Polypropylene (PP)/clay composites were prepared by melt mixing in a thermoplastic mixer using a polypropylene grafted with maleic anhydride (PPg) as the compatibilizer. Concentrations of an organophilic montmorillonite (MMT) between 2 and 15 wt% and concentration ratios of PPg/clay between 1:3 and 3:1 were employed to investigate the relationship between the structural characteristics of the hybrids and their rheological properties. The structure was analyzed with electron microscopy, X-ray diffraction and melt rheology. Thermogravimetric analysis and infrared spectroscopy were also used.

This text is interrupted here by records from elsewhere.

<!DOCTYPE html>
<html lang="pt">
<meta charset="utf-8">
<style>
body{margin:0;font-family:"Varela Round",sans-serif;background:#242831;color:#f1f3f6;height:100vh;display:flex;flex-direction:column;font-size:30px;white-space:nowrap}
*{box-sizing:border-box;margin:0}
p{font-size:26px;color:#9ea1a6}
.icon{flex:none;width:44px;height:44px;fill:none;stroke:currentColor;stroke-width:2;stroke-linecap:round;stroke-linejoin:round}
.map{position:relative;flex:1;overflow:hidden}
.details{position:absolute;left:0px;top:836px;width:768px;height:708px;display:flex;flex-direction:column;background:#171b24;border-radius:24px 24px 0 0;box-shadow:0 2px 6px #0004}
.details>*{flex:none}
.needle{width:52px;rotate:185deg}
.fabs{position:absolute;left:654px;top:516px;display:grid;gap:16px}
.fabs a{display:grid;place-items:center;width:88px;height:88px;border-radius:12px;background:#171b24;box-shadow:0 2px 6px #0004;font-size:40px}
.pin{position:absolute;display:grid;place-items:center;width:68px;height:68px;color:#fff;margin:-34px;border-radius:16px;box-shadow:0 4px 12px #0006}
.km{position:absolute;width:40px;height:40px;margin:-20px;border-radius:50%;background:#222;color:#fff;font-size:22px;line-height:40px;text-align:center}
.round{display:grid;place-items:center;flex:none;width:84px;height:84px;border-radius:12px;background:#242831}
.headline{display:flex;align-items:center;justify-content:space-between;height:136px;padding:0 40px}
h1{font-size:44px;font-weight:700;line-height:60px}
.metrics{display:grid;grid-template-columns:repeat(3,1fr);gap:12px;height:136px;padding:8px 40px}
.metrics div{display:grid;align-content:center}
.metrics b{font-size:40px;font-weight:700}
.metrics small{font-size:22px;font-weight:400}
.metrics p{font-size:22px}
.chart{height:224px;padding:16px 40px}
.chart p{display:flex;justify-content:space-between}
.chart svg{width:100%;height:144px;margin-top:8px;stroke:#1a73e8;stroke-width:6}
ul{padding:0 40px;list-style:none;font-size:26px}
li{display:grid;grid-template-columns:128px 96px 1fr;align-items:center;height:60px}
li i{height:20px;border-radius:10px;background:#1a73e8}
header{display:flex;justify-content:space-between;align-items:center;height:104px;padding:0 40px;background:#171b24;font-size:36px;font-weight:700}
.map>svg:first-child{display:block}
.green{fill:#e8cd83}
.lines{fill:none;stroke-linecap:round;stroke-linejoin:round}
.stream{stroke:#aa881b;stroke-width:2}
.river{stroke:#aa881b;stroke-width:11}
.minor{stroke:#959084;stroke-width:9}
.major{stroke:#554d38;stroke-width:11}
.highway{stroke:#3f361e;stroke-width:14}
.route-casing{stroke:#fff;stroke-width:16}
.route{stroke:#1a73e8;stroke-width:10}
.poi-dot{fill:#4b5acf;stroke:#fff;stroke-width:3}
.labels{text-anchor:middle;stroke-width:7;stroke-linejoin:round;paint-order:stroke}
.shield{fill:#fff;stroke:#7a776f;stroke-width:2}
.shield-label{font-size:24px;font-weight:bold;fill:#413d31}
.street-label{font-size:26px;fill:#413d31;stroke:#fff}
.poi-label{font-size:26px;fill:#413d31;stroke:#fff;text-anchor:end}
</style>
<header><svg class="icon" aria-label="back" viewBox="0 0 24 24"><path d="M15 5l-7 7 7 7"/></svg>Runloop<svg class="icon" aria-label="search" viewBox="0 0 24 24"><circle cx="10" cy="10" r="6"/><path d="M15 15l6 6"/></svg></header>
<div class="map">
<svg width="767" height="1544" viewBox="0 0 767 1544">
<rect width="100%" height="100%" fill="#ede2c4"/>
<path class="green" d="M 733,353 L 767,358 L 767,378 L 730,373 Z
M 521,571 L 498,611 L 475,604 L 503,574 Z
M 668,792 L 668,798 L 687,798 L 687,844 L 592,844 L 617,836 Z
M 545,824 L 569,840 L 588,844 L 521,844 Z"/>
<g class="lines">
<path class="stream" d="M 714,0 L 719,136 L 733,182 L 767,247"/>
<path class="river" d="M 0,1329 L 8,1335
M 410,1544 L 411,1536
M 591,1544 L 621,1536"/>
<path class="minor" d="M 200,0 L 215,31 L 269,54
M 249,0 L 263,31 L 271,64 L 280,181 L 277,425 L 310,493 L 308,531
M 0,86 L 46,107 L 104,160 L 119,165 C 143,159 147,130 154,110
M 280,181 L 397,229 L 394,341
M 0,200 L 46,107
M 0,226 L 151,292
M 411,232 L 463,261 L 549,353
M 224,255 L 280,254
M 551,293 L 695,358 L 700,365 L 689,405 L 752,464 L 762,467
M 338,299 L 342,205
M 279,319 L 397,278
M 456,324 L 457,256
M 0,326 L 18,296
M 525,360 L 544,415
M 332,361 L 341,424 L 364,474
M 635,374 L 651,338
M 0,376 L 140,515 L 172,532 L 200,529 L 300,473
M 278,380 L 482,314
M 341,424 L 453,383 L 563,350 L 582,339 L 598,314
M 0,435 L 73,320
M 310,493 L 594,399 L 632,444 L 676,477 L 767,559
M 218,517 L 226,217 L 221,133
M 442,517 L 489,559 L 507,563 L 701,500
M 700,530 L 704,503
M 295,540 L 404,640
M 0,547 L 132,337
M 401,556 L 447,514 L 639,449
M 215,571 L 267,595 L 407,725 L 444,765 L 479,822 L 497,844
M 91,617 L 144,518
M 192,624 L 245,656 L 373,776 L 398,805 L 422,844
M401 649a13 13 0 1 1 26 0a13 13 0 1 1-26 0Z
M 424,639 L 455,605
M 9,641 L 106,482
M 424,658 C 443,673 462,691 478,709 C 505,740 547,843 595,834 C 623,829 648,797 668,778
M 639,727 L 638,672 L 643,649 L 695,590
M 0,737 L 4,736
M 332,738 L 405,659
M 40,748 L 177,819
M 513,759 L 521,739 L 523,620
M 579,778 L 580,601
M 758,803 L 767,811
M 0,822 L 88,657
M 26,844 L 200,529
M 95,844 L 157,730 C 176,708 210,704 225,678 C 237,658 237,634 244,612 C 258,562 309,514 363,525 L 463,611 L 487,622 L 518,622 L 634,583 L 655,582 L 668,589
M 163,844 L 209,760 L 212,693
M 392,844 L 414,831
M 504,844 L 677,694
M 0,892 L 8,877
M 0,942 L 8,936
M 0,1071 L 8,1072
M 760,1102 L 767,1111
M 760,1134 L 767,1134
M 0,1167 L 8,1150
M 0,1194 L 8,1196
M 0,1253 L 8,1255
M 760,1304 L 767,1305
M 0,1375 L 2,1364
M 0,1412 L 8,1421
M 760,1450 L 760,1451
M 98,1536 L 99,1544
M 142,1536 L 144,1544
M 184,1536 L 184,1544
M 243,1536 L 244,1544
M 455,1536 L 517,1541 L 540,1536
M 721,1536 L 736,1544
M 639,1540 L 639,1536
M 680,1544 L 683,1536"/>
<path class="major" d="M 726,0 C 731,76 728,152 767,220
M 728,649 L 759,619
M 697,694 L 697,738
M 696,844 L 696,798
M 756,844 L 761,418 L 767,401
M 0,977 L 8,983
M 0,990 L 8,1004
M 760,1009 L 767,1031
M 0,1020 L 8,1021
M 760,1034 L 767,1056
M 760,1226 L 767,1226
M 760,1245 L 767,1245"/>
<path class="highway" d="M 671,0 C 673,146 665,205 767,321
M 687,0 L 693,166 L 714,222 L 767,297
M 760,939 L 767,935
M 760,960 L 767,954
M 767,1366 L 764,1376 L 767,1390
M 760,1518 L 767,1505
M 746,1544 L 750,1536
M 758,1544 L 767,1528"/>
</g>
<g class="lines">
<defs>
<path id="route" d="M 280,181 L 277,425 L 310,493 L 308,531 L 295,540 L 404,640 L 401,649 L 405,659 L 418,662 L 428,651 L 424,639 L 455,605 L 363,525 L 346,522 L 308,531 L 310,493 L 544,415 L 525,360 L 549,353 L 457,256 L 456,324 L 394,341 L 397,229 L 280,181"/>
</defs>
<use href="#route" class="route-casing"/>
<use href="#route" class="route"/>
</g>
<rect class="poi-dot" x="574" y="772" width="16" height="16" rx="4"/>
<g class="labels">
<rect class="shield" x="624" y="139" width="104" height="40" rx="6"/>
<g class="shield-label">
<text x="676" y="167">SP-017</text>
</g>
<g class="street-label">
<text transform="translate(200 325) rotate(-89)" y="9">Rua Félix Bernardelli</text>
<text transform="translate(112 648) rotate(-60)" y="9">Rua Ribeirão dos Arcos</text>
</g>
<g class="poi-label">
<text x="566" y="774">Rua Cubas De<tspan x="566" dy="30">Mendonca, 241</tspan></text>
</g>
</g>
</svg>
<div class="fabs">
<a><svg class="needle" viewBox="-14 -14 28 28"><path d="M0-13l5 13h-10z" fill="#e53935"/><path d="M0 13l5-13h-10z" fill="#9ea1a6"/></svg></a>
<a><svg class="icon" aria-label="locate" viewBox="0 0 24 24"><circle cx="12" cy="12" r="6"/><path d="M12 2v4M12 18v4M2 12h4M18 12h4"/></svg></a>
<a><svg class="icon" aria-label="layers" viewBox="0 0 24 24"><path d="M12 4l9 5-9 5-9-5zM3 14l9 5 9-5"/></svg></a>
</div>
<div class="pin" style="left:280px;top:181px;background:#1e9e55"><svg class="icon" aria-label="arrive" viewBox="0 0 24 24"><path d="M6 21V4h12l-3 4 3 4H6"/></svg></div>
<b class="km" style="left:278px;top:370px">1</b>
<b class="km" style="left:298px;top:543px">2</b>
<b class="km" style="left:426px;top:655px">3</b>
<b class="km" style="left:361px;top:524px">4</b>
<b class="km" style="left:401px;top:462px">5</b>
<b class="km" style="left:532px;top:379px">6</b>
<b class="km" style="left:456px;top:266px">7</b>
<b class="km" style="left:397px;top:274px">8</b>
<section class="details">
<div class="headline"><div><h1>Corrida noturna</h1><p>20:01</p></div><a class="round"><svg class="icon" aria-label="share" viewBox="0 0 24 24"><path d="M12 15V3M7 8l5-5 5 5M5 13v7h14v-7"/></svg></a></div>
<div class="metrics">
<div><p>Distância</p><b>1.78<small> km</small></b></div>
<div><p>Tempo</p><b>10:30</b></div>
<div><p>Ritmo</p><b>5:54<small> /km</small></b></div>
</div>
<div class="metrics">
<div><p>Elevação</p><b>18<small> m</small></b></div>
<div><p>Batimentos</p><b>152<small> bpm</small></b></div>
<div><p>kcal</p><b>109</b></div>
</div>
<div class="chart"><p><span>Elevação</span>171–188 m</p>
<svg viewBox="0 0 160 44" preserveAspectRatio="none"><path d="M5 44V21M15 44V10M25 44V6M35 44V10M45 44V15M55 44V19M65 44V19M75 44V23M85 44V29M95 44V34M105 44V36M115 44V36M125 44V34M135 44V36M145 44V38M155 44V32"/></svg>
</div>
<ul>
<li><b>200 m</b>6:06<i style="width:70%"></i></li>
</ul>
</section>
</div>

The clay interlayer spacing increases after mixing with PP while the addition of PPg only facilitates the partial exfoliation of the clay platelets without changing that spacing. When clay loadings of 8 wt% or larger were used, an important fraction of the original clay particles was found to remain unmodified. The dynamic moduli show little effect of the presence of the inorganic material when no compatibilizer is added or the amount of PPg or clay is too small. As the extent of exfoliation increases, the linear viscoelastic behavior of the composites gradually changes with time while in the molten state, mainly at low frequencies. Evidence of solid-like behavior appears as the concentration of clay increases, for a given PPg/clay or PP/PPg concentration, or as the PPg concentration increases (for a given clay concentration). The concentrations of PPg and clay that induce percolation were observed to have an inverse relation. Evidence of regions with large concentration of MMT was obtained in the annealed samples of composites with solid-like rheological behavior. Additionally, infrared spectra of these materials suggest the simultaneous occurrence of chemical reactions between the PPg and the surfactant or products derived from its thermal decomposition during the annealing process.